__Data for this task__
........
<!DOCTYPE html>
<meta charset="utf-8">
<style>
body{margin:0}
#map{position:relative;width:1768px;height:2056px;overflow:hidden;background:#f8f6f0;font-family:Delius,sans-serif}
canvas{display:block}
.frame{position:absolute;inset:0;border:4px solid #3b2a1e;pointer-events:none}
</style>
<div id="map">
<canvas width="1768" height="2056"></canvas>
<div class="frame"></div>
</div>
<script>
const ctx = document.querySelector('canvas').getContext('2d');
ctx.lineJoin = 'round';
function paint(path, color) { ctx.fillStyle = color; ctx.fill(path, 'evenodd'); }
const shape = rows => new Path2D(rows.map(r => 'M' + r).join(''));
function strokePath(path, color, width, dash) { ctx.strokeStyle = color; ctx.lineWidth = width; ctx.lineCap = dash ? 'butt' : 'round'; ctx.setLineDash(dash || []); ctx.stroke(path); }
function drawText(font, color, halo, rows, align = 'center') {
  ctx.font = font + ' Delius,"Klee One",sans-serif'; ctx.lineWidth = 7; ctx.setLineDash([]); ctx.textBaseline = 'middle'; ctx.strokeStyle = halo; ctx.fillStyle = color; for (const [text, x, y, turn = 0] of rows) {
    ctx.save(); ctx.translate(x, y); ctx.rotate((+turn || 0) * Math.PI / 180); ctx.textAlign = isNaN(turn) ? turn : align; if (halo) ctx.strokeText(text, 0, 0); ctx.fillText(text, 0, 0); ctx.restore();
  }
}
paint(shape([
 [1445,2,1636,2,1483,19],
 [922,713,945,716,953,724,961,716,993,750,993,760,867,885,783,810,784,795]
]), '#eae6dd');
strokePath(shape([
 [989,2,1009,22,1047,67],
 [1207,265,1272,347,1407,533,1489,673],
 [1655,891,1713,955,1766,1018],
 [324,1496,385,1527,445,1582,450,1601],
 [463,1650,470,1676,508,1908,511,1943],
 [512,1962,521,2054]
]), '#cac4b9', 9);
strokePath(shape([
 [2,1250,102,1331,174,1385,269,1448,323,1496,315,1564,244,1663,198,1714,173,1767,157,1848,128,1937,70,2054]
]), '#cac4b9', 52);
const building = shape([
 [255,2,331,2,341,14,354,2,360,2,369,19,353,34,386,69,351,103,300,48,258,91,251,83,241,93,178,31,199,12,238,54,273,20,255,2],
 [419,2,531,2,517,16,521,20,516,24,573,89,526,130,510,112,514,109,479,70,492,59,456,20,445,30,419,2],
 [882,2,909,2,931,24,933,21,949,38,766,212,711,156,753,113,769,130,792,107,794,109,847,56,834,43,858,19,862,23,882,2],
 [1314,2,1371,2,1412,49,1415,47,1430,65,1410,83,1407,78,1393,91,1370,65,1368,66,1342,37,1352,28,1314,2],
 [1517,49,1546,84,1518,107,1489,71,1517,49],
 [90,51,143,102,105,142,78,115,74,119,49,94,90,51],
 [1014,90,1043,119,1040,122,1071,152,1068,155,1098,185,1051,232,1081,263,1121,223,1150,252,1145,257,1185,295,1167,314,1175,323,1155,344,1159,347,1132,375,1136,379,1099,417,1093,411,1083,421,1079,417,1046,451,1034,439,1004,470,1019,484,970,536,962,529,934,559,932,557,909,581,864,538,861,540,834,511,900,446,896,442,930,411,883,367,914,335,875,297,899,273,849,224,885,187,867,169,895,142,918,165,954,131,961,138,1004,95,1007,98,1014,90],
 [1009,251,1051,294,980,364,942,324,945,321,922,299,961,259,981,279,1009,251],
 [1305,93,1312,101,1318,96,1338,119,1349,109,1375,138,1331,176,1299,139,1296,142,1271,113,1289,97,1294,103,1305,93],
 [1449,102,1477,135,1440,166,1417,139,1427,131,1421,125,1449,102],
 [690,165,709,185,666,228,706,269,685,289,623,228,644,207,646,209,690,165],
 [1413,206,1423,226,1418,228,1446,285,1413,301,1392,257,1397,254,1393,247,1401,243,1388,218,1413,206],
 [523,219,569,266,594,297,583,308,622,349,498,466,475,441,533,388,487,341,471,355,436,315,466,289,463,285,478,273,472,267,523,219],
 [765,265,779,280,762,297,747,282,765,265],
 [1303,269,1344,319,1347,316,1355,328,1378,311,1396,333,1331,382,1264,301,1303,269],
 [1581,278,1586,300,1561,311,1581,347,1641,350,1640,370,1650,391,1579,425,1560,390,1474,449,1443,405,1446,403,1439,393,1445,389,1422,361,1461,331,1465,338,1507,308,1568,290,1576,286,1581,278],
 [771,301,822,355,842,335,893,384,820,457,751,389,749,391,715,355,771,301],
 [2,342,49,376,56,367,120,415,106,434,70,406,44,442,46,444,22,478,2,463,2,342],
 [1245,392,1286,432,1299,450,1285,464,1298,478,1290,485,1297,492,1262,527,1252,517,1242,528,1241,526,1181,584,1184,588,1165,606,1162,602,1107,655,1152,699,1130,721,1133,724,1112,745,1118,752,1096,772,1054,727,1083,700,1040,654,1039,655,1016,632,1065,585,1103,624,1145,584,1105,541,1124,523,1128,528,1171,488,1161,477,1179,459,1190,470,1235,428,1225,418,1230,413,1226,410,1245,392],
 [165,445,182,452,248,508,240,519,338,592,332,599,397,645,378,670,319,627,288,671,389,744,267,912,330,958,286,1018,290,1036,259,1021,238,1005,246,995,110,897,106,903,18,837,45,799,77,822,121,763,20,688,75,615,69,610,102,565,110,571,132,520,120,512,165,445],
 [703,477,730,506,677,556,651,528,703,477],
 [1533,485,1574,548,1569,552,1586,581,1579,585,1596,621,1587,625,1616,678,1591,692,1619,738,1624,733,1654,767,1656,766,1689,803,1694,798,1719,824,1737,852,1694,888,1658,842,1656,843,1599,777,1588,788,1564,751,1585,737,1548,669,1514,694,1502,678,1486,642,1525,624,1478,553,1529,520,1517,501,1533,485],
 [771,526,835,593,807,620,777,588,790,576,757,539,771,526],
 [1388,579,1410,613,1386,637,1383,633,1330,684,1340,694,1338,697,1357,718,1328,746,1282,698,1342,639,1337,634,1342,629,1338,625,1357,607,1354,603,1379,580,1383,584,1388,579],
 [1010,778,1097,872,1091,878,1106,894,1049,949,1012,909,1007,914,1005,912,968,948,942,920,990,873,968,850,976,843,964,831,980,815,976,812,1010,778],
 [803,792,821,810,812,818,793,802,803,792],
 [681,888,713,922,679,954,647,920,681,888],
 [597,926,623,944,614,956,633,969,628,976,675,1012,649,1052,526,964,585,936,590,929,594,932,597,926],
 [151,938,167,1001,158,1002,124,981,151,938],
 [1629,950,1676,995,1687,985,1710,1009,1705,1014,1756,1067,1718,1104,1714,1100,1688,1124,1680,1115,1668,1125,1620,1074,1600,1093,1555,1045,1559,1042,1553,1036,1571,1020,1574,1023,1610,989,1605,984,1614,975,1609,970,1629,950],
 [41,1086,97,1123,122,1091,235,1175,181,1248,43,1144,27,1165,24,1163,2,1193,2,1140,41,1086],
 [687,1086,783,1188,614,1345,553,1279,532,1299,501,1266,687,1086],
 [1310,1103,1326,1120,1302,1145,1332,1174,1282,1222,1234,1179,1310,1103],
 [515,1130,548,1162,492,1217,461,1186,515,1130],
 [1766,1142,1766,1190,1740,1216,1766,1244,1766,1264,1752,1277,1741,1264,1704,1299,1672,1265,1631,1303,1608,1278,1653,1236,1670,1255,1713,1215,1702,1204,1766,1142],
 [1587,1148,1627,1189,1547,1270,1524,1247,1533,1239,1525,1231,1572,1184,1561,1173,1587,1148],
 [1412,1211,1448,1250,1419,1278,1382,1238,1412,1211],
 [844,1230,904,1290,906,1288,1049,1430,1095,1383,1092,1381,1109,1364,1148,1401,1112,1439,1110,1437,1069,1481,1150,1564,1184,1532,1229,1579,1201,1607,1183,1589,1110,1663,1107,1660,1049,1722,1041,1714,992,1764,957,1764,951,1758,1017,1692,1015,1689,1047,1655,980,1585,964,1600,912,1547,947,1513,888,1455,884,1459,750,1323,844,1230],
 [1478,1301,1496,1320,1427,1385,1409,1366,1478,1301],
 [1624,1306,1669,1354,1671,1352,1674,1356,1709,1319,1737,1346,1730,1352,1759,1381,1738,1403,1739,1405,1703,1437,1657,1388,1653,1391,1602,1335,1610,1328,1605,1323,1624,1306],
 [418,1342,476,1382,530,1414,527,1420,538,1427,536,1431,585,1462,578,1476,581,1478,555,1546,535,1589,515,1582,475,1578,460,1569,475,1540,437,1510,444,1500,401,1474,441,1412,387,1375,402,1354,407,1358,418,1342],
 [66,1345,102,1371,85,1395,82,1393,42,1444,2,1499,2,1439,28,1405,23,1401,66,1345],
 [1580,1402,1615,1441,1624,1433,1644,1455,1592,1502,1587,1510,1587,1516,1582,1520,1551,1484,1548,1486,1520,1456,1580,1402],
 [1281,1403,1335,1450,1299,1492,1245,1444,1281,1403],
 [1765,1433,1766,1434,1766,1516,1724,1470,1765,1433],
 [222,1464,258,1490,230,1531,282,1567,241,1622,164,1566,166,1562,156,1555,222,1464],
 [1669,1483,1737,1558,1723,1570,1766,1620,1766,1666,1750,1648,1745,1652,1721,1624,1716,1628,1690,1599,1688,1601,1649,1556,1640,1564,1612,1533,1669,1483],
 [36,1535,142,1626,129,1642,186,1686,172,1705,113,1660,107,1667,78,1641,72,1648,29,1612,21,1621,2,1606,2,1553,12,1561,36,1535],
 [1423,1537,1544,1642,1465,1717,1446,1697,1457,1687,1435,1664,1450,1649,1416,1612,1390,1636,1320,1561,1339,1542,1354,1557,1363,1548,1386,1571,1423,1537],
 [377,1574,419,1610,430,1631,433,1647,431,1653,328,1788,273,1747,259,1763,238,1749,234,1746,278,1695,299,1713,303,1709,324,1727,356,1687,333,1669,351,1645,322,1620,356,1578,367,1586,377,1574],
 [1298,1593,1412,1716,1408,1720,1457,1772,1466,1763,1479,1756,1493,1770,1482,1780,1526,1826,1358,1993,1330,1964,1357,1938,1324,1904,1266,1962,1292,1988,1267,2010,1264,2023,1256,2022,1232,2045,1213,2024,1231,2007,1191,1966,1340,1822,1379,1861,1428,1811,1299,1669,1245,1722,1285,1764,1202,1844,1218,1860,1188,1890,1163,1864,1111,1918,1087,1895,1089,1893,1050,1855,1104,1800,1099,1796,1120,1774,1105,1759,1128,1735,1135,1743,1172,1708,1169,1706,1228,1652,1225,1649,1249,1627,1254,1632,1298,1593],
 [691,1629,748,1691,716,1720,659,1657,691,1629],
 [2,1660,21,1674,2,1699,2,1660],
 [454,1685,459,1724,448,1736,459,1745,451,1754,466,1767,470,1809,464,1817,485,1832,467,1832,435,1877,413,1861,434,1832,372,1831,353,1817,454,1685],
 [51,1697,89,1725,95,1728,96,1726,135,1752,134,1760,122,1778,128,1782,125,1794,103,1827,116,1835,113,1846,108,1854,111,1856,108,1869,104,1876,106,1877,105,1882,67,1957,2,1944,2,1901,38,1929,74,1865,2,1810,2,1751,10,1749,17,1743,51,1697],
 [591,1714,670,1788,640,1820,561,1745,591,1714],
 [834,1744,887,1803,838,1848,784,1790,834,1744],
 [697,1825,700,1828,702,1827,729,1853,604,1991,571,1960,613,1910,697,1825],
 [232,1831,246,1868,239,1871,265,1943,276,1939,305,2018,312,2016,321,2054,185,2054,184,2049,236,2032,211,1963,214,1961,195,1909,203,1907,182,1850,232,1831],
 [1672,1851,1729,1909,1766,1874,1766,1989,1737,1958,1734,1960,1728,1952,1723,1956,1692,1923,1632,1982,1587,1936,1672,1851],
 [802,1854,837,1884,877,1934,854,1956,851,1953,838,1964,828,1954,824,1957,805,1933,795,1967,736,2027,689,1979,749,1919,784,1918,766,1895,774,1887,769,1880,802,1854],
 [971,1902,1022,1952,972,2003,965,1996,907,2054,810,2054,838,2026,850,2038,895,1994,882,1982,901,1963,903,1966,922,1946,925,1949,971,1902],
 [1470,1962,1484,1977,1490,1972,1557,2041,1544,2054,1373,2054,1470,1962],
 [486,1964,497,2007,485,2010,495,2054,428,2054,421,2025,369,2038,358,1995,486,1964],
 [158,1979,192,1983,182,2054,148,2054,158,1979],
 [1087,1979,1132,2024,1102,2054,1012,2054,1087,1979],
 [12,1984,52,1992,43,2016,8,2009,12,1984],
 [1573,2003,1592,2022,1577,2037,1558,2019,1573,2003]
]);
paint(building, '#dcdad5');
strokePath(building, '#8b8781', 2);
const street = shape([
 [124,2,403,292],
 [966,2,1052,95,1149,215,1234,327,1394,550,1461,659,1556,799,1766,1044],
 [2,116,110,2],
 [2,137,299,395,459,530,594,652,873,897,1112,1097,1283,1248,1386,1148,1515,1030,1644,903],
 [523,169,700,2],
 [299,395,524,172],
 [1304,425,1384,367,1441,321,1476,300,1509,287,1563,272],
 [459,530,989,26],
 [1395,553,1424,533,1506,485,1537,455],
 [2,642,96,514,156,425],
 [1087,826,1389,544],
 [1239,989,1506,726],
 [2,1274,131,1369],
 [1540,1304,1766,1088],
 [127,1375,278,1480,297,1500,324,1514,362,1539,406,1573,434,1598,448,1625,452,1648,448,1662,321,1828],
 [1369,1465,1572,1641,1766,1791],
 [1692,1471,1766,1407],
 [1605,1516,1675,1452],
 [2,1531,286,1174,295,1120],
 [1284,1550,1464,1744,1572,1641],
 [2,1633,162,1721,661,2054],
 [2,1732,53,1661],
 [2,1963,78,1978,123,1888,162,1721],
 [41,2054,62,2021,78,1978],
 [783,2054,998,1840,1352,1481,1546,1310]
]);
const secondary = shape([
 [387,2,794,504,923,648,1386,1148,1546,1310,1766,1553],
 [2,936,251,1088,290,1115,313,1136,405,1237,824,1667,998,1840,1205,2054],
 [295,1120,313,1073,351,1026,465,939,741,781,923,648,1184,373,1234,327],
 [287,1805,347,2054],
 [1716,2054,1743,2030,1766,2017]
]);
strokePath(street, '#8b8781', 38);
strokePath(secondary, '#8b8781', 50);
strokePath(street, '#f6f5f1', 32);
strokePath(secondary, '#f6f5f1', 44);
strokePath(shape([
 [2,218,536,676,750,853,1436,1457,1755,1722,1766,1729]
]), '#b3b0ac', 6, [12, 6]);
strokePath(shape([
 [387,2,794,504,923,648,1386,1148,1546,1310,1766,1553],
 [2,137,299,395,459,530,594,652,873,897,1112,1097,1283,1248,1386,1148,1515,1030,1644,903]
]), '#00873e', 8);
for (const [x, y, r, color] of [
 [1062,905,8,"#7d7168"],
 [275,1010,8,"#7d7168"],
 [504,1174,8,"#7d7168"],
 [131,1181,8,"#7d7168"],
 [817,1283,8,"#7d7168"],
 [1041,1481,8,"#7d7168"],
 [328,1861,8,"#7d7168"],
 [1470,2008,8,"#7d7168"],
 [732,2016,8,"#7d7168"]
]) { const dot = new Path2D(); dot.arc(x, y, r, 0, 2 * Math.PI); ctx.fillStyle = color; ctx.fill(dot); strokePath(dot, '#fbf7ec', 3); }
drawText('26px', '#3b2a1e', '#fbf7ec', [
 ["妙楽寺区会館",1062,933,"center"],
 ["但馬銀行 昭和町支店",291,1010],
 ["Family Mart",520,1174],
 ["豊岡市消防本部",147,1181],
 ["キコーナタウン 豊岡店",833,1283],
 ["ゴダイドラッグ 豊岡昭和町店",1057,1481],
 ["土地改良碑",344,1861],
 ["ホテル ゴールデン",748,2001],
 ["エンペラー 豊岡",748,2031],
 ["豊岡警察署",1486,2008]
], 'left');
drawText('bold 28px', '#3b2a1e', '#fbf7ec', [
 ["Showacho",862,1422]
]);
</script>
........
__Activity__
Restate, word for word and with nothing added, the lines from the beginning of the records above through the line that contains "function strokePath(path, color, width, dash)".

__Task answer__
<!DOCTYPE html>
<meta charset="utf-8">
<style>
body{margin:0}
#map{position:relative;width:1768px;height:2056px;overflow:hidden;background:#f8f6f0;font-family:Delius,sans-serif}
canvas{display:block}
.frame{position:absolute;inset:0;border:4px solid #3b2a1e;pointer-events:none}
</style>
<div id="map">
<canvas width="1768" height="2056"></canvas>
<div class="frame"></div>
</div>
<script>
const ctx = document.querySelector('canvas').getContext('2d');
ctx.lineJoin = 'round';
function paint(path, color) { ctx.fillStyle = color; ctx.fill(path, 'evenodd'); }
const shape = rows => new Path2D(rows.map(r => 'M' + r).join(''));
function strokePath(path, color, width, dash) { ctx.strokeStyle = color; ctx.lineWidth = width; ctx.lineCap = dash ? 'butt' : 'round'; ctx.setLineDash(dash || []); ctx.stroke(path); }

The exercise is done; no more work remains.